Day 157 – March 6th – Piccolo and the Pub

Another busy day and so another short post. This morning I was off bright and early to London to attend Peter Verhoyen’s piccolo masterclass at the Royal Academy of Music. It was great to watch, and I really felt like I learned a lot, especially about how to conceptualise piccolo differently to flute. The class finished at 1pm, and so I went for a wander down to Oxford St – more for a change of scenery than for any desire to go shopping! 

My friend Sherlock is down in Kent this weekend, and met me at Wye station. We had a walk in Wye nature reserve (chilly, but the view was worth it) before heading to the Three Bells Pub in Brabourne for dinner. All in all both a lovely and insightful day. There’s lots to practice tomorrow though! 

Day 65 – December 4th – Mei

After gearing myself up for a tough day playing contemporary music for Trevor, I was pleasantly surprised how things turned out. I still didn’t fare too well in morning warm-ups – though my Reichert exercises were actually quite good, I wasn’t able to pick up on the pattern of a new scales exercise very well, nor play it at the speed Trevor was already setting! Looks like I’ll be adding that one to my practice list for the weekend.

To my surprise, Mei went quite well; Trevor could see that I mostly understood the music and had worked on it, and as a result I ended up having a really productive and rewarding lesson. There was one fundamental thing with the piece that I hadn’t thought about, and that’s the use of vibrato. We’ve been playing ‘standard’ repertoire for so long now that it didn’t even cross my mind to think about playing senza vibrato (and I had deliberately not listened to any recordings), which was a silly mistake. The piece mimics shakuhachi playing, and so “of course” should be played without vibrato, as in the Japanese musical culture it’s an ornament. Lesson duly learned.

From there, however, Trevor kept pushing me to play the music with sharper grace notes, more convincing pitch bends and a greater intensity of direction and dynamics.
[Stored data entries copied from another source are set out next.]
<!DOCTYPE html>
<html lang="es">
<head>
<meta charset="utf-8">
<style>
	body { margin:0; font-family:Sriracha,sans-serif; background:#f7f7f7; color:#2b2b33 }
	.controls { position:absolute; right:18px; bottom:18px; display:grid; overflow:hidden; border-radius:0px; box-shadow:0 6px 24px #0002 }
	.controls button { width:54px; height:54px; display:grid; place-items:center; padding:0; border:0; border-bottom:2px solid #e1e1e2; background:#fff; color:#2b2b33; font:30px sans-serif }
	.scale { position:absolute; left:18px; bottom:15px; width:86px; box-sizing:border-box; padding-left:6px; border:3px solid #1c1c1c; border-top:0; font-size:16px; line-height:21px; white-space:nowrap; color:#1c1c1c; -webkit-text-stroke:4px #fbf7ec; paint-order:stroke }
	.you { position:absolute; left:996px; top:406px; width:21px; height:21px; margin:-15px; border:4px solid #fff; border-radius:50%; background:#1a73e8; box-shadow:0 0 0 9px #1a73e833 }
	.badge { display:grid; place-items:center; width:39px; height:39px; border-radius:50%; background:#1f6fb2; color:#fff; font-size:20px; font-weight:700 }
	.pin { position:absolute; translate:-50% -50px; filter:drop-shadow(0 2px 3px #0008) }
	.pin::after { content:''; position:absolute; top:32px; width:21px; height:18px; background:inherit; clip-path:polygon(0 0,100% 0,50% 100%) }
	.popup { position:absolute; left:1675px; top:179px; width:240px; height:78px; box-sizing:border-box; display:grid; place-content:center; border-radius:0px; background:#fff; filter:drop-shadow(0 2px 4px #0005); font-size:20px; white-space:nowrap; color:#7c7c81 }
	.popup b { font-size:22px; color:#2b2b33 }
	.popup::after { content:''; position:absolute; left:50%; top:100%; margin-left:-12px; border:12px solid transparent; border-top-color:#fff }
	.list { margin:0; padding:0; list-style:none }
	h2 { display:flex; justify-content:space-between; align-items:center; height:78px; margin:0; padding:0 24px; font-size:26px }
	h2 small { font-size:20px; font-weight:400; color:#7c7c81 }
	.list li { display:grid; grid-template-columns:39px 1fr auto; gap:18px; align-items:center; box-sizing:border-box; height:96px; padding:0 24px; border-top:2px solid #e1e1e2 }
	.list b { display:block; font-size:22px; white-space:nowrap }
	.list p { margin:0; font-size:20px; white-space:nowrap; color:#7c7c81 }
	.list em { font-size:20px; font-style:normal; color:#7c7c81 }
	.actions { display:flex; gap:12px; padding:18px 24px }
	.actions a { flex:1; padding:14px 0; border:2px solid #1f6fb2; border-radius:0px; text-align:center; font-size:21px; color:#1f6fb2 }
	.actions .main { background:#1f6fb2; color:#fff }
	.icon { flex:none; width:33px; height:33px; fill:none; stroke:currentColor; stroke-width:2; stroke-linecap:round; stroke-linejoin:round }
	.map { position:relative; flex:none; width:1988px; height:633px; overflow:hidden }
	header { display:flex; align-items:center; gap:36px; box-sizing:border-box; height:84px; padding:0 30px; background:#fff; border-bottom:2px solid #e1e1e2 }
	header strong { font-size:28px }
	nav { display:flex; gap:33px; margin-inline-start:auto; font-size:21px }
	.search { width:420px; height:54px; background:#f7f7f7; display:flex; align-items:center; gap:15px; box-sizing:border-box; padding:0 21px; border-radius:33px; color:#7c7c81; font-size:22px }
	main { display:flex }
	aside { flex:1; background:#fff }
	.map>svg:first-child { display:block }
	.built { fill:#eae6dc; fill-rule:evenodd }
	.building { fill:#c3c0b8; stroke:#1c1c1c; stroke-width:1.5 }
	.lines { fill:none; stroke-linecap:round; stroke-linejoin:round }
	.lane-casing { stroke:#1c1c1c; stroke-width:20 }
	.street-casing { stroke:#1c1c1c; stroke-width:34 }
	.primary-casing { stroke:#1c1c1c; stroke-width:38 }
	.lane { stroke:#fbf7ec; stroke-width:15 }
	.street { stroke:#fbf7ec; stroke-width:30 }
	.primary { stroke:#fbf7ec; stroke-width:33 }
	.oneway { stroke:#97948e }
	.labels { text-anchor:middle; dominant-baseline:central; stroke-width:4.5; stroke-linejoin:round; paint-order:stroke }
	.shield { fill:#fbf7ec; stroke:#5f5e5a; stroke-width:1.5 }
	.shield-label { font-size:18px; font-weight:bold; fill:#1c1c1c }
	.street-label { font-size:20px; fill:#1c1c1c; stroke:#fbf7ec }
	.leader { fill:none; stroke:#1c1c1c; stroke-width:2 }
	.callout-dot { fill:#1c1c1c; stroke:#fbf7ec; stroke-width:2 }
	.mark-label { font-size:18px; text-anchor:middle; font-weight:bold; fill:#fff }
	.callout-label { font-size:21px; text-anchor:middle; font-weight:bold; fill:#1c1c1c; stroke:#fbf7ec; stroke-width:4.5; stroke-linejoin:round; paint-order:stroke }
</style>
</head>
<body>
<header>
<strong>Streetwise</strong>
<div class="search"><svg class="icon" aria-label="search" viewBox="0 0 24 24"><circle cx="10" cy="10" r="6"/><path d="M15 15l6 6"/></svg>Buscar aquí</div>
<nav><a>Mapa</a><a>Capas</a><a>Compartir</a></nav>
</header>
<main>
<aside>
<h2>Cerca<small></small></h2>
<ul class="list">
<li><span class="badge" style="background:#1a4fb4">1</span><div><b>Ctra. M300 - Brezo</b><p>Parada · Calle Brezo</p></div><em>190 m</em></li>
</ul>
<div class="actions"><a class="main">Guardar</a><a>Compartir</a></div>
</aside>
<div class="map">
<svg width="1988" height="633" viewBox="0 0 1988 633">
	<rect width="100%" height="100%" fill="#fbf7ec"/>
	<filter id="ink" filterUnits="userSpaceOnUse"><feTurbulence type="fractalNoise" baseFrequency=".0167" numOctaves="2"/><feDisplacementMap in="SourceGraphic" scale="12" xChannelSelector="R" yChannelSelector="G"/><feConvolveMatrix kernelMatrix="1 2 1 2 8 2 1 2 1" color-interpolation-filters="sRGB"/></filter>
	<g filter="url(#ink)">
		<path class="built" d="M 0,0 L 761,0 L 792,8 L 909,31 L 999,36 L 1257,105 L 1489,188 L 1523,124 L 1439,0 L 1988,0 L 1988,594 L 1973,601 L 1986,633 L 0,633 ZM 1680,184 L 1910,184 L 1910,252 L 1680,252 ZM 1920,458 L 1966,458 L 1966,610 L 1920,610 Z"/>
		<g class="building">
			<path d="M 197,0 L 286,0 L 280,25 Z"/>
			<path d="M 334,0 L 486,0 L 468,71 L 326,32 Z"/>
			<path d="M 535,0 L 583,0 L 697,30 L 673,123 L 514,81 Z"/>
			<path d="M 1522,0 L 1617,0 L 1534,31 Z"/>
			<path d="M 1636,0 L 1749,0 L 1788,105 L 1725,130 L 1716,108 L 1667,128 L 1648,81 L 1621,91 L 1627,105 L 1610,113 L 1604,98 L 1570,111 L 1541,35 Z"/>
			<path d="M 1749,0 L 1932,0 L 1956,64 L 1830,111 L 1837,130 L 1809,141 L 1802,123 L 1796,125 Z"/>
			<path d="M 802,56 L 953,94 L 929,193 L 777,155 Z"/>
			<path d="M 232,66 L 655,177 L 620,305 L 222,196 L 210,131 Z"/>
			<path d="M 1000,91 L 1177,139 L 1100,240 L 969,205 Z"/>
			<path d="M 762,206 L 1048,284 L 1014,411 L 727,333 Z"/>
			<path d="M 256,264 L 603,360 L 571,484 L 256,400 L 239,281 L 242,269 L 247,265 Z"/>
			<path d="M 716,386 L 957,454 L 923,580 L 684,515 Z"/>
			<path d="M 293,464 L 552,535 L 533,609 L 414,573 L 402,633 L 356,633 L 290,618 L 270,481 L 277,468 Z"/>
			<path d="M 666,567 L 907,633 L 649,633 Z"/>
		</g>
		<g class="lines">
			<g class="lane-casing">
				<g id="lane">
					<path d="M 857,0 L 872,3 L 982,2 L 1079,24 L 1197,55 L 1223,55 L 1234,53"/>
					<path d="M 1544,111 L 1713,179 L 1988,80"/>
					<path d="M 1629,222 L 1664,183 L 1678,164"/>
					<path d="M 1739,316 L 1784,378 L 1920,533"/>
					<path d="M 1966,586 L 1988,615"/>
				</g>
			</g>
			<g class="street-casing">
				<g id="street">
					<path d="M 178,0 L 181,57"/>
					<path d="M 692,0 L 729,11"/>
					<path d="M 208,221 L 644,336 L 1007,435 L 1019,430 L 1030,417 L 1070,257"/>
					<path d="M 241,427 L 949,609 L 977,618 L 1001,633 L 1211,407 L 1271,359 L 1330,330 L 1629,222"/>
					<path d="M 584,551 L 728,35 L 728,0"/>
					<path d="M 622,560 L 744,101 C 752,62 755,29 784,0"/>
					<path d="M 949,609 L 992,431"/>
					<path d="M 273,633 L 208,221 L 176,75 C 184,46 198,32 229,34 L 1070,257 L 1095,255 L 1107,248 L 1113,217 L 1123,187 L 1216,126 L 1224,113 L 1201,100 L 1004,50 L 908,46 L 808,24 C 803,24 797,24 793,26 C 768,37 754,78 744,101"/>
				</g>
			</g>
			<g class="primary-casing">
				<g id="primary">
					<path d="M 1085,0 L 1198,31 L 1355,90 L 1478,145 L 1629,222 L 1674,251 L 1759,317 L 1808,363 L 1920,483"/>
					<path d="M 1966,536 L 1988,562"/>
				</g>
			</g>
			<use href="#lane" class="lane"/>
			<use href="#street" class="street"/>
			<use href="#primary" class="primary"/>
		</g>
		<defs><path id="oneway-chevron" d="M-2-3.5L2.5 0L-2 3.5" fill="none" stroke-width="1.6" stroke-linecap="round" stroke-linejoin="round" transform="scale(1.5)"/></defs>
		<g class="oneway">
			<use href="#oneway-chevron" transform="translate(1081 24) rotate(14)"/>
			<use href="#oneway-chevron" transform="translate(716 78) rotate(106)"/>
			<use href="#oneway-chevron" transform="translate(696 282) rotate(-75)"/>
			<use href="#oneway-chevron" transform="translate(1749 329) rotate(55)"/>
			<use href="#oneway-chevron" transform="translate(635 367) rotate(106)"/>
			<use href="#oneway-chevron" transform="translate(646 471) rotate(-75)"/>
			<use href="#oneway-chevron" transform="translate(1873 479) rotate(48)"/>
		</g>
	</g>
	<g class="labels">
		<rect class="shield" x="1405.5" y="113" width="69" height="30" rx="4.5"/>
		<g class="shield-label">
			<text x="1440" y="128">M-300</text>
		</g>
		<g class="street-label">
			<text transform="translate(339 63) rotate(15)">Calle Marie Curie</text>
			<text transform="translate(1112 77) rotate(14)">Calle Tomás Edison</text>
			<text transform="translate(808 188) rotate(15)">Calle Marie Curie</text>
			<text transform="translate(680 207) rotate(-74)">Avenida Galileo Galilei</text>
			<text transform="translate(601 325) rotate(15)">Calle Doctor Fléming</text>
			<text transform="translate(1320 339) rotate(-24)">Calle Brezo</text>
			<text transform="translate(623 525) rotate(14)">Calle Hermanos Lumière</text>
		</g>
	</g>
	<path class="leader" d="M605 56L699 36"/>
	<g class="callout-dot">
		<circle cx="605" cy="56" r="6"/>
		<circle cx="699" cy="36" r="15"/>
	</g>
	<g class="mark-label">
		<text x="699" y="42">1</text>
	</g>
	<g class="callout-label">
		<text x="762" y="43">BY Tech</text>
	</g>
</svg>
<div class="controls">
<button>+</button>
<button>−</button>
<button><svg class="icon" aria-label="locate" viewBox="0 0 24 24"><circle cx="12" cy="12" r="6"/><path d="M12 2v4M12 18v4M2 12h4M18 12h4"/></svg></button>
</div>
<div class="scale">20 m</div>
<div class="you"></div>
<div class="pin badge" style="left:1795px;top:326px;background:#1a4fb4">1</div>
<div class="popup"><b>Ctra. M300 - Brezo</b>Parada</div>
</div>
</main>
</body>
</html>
I enjoyed myself, and when his final comment was “some very good things happening there, but you need to do a lot of work playing without vibrato” I had to stop myself leaping for joy. His praise is so rare that it really means something when it does come!

We went to a nearby pub for dinner, and have just got back. It was a nice place – The Five Bells – and the food was yummy. Everything is starting to feel very Christmassy, especially since we head out into ‘civilisation’ so infrequently.